# Markov chains

A first-order Markov chain is a conditional probability distribution of the form
$$
    P(X_k = x_k | X_{k-1} = x_{k-1}),
$$
where $x_j \in X$, $X$ is the support of $X_1,X_2,\ldots$.
In this context, we refer to $X$ as the set of *tokens* that may be observed.

An $n$-th order Markov chain models
$$
    P(X_k = x_k | x_{k-1}, x_{k-2}, \ldots, x_{k-n + 1}).
$$

We can model this with a first-order Markov chain with $|X|^n$ states.
Some observations:

1. As the token set $X$ increases in size (cardinality), the number of states
grows by polynomially, $O(|X|^n)$.

2. As the order $n$ increases, the number of states grows exponentially, but the
   non-zero state transition probabilities stays *constant*, $O(|X|)$ and therefore transition matrix becomes increasingly sparse.

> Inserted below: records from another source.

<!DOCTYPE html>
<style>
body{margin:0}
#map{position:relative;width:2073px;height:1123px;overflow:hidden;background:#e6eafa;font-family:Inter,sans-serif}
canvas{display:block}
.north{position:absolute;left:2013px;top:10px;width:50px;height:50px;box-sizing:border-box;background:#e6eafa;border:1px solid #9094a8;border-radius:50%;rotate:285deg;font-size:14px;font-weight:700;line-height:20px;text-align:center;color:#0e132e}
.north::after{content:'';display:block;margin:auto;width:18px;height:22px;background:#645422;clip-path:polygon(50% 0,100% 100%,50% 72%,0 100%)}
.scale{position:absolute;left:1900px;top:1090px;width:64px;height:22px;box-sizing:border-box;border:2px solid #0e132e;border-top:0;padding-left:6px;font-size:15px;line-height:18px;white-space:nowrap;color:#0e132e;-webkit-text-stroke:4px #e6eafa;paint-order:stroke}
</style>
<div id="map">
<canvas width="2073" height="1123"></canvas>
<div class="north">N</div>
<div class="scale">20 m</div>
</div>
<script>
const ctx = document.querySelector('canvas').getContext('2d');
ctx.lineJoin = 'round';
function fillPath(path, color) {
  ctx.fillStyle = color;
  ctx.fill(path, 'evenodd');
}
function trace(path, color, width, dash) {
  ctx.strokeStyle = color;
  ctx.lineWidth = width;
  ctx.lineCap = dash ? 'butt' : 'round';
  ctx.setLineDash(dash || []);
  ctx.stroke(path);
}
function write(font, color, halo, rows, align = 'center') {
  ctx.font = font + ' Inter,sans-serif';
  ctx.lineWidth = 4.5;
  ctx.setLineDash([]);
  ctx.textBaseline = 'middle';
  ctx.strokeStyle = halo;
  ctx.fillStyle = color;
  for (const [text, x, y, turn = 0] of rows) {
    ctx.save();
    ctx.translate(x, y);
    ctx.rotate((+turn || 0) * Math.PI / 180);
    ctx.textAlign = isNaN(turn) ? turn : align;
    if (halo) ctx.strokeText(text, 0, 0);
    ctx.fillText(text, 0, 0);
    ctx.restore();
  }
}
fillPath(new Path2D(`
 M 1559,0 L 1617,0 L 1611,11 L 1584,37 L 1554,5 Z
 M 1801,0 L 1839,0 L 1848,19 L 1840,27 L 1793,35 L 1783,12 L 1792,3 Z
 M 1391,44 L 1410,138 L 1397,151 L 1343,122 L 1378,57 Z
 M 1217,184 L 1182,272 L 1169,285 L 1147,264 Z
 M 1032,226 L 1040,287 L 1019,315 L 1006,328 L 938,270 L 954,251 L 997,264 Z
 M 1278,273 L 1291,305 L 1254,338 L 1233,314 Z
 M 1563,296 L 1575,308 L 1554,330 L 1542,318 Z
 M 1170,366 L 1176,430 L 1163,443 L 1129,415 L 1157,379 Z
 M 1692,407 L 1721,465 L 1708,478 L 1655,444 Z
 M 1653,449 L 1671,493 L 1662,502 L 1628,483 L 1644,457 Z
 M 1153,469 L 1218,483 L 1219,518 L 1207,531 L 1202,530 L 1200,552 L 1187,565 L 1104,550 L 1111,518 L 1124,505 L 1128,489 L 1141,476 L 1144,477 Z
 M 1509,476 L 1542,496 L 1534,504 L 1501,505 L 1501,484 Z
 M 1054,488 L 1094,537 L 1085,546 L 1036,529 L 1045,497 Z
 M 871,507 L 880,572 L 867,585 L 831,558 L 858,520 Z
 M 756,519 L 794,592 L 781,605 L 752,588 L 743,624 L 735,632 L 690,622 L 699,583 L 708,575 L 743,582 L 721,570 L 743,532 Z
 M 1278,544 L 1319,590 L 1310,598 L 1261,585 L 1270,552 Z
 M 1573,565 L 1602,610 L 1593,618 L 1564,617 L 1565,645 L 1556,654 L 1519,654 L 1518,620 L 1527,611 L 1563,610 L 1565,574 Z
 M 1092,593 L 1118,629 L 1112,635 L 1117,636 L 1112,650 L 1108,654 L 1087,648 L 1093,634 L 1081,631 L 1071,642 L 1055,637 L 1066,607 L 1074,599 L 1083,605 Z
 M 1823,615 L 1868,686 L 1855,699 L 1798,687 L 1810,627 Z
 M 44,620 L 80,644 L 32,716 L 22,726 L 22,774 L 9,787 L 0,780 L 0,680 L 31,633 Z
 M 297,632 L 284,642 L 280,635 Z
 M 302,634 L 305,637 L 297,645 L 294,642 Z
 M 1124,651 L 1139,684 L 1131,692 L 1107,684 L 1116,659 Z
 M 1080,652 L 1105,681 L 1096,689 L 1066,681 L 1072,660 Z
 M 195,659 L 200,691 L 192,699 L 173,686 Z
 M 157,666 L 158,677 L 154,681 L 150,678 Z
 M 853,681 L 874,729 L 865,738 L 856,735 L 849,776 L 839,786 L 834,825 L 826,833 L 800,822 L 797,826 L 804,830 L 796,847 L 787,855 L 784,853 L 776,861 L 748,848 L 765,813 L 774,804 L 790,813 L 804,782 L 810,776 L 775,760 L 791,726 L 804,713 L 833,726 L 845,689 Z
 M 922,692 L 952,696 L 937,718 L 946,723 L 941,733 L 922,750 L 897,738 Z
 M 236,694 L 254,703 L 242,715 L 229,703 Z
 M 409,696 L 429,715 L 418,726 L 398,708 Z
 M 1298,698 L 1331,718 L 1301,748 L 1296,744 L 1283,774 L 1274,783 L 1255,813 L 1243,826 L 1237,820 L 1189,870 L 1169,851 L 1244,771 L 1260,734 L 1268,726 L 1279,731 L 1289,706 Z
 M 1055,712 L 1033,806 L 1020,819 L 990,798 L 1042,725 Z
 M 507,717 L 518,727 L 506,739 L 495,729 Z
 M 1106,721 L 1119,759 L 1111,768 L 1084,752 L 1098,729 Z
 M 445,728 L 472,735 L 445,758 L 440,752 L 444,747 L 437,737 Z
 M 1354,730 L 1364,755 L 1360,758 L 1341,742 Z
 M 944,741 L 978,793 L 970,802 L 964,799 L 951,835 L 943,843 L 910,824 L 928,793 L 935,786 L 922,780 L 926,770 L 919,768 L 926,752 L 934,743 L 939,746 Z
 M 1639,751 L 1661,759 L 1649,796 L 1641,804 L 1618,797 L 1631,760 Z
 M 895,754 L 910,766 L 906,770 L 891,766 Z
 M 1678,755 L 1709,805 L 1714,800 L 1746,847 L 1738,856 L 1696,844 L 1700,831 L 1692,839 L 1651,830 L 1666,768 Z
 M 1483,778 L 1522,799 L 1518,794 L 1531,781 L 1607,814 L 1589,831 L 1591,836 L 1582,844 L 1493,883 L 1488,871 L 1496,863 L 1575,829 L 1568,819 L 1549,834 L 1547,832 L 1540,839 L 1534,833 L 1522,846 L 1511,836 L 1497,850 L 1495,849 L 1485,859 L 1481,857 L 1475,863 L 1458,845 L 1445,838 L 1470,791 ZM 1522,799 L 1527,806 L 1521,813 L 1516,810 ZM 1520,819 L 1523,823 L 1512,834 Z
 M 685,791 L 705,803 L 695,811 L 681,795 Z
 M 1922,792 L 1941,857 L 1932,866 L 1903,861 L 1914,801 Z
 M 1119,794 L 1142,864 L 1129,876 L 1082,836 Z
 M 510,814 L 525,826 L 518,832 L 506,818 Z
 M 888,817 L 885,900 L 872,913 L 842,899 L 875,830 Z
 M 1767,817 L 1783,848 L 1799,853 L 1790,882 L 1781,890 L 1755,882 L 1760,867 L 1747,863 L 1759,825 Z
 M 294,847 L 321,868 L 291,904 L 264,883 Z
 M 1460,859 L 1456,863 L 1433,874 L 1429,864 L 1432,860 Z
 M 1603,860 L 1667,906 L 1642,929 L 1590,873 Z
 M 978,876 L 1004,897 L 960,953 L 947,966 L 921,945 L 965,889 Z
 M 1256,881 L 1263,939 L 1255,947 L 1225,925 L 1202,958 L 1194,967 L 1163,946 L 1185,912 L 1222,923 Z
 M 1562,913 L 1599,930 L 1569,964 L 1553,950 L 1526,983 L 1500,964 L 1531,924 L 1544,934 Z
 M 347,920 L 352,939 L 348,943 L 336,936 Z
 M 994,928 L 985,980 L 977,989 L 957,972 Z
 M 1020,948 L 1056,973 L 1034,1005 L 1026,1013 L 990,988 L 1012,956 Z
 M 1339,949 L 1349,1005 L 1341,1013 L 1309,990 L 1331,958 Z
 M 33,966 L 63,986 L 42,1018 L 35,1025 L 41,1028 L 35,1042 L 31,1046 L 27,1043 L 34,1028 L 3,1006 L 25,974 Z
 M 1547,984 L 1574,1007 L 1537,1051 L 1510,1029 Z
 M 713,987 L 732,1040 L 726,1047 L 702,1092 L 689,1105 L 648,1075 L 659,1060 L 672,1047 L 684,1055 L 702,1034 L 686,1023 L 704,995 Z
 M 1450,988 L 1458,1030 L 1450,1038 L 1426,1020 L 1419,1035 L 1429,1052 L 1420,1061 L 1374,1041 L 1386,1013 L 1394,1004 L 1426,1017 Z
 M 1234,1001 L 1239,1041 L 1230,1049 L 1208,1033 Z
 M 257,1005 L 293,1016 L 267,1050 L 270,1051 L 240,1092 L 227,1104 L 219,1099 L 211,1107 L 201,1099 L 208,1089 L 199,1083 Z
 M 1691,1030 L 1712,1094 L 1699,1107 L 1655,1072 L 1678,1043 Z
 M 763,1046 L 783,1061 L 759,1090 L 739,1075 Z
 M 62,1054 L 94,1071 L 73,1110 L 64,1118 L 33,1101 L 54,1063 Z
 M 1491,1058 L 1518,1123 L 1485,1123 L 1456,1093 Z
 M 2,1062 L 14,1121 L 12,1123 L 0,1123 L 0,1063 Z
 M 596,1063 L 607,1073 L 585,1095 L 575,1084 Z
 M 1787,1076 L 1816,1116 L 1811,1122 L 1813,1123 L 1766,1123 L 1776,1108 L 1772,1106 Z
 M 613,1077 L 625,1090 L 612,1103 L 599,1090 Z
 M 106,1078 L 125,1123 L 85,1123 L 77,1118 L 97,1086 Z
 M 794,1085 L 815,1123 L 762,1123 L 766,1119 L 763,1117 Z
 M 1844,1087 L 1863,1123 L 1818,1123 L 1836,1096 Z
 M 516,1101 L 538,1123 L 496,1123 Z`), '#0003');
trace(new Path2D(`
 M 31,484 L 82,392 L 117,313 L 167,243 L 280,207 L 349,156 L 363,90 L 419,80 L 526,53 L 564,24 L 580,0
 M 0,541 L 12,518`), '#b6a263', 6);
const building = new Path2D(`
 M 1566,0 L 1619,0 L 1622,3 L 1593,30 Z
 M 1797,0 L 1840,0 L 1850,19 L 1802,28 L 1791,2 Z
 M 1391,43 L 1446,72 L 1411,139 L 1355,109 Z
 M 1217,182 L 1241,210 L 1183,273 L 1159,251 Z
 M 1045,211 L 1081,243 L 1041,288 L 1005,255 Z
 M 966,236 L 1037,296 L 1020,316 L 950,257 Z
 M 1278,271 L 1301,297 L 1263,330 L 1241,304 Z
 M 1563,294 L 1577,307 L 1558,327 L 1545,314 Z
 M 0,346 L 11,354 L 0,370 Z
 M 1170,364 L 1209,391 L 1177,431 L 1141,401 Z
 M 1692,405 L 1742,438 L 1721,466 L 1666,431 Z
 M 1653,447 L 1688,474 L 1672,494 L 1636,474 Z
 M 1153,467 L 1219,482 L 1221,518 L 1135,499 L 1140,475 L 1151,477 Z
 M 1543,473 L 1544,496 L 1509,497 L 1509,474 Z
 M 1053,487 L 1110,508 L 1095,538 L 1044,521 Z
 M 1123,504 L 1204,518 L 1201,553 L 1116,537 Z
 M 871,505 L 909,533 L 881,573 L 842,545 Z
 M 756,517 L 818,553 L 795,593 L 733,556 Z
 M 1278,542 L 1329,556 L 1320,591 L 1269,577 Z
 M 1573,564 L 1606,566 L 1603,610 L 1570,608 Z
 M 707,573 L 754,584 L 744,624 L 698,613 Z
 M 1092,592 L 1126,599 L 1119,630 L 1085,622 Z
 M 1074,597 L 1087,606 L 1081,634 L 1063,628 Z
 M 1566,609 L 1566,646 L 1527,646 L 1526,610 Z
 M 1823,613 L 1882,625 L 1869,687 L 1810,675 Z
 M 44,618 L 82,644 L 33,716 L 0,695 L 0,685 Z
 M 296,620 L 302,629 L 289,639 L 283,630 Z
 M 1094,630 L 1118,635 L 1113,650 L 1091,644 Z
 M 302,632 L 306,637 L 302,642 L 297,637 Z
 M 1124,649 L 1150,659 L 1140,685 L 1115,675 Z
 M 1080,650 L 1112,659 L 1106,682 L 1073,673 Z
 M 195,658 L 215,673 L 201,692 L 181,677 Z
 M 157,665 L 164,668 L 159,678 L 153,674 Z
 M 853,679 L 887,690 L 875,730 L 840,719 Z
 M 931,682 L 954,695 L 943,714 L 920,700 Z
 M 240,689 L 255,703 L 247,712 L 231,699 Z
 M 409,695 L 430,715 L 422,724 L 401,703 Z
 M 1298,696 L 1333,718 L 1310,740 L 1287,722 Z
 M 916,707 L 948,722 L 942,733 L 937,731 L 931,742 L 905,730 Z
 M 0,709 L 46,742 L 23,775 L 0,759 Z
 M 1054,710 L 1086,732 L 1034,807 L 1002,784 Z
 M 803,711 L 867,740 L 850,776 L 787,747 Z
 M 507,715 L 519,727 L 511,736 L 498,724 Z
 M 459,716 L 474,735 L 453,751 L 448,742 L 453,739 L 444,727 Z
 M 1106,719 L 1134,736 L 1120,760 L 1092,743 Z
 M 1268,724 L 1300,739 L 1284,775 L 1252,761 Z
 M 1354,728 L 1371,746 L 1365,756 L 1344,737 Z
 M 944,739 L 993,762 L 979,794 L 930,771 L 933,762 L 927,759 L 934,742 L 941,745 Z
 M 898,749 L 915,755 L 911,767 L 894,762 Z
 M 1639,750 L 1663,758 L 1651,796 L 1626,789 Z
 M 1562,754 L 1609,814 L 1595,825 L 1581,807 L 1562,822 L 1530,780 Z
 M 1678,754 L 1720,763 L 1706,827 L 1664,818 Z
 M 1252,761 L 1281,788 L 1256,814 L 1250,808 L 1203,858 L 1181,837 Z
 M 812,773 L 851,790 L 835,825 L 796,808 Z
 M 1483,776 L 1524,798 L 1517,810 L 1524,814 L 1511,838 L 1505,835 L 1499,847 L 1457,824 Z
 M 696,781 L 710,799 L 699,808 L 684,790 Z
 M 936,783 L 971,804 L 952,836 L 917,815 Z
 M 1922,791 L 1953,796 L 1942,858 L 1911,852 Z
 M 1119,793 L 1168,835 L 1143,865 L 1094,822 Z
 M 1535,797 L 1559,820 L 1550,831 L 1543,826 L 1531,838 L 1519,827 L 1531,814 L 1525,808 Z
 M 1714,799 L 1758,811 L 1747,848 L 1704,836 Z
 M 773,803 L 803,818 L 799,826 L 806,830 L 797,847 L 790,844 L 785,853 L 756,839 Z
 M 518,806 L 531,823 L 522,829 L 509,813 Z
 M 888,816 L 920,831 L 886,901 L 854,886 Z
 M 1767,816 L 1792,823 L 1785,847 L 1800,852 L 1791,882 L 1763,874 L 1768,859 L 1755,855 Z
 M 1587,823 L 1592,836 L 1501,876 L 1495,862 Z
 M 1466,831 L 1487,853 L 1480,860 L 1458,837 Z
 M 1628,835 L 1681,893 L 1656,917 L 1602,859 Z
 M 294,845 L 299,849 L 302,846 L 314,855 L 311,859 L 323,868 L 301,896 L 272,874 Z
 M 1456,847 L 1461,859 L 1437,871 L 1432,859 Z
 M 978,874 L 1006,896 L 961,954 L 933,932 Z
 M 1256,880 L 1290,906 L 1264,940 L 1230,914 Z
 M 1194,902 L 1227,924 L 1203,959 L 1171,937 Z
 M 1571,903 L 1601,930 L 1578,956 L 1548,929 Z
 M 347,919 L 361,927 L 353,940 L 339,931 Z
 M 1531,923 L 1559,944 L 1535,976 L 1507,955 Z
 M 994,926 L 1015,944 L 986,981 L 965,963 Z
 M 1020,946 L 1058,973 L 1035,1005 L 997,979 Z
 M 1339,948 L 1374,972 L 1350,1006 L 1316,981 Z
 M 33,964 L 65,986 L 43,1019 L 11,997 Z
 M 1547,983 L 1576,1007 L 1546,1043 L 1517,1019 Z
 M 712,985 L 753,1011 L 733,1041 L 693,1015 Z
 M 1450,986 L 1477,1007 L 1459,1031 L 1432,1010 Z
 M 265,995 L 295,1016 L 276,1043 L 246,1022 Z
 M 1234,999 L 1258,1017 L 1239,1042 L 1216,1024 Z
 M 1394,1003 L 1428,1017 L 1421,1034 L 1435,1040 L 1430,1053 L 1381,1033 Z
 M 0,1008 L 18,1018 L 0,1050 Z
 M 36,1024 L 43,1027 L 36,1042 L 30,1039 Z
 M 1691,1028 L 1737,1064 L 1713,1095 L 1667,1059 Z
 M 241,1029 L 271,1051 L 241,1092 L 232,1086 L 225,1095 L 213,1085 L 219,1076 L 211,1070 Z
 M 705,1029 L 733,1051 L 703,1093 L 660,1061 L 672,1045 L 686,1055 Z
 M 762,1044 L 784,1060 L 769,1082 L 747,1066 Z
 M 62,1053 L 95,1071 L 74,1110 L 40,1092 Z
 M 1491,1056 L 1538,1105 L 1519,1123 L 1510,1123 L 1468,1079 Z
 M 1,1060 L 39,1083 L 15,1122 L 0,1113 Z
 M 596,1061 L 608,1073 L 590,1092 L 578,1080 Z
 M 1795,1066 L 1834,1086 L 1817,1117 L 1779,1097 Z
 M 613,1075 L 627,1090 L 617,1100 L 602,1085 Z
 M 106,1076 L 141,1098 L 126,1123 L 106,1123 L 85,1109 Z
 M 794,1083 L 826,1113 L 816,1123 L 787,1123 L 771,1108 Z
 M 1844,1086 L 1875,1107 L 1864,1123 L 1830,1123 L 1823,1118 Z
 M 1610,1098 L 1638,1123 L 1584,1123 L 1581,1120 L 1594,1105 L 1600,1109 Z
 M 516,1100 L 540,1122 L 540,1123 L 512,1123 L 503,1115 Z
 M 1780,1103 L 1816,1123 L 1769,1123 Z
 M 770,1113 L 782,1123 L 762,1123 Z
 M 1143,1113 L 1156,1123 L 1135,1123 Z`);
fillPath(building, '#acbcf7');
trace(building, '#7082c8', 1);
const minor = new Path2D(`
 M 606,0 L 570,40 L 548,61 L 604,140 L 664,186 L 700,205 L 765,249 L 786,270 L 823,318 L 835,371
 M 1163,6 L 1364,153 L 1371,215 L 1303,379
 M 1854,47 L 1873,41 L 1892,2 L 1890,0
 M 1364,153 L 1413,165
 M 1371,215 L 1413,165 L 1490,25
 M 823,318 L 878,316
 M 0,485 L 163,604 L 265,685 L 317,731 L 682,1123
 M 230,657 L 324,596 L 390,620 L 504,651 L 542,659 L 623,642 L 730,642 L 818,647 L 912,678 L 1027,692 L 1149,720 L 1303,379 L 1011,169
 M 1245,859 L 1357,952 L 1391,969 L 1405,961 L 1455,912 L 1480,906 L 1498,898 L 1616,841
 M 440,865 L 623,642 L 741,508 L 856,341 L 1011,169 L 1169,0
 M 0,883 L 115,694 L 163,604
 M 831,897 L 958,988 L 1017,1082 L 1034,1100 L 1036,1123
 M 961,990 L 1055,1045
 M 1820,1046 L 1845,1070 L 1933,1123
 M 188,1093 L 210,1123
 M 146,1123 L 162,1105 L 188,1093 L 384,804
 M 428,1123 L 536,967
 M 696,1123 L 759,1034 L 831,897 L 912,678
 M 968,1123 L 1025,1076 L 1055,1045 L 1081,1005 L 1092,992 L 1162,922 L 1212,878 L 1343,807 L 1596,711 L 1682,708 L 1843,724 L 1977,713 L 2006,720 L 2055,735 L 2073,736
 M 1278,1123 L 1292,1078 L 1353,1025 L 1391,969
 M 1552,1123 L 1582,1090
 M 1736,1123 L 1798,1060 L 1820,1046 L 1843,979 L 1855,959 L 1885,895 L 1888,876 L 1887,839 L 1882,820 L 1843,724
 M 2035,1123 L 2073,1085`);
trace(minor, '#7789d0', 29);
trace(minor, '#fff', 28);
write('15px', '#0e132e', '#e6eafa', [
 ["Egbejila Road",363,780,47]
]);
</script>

Sparse matrices are pretty efficient to represent, but the number of states
can be a problem.

We consider an AR language model over bytes (256 tokens at max, although we
only populate whatever is in the training data),

$$
    P(X_k = x_k | x_{k-1}, x_{k-2}, \ldots, x_{k-n + 1})
$$
where each $x_i$ is a byte token, typically printable ASCII characters.

We can thus think of this as an $n$-th order Markov chain with $O(256^n)$ states,
also known as an $n$-gram model.

> Technically, we actually store states with
> $n-1$ tokens down to $0$ tokens, also, so the number of states is actually
> $O(256^{n+1})$.

In our model, we never enter a state, here called a *context*, that has not been
encountered in the training data. The context is simply the last $n$ tokens observed,
or less if we have not observed $n$ tokens yet. Since we may not use most states,
and the transition matrix is sparse, it may make sense to represent the transition
matrix as a dictionary of dictionaries, where the outer dictionary is indexed by
the context and the inner dictionary is indexed by the token and contains the
number of times that token was observed in that context in the training data.
We can then convert this to a probability distribution by normalizing the counts
in each context.

We can then generate text by starting with a any context and then sampling from
the probability distribution for that context to get the next token. We do something
pretty silly in our construction -- we keep the entire history of tokens around
to generate the next token, because we do not hard code the order of the Markov
chain and allow it to vary for each observation or training data set.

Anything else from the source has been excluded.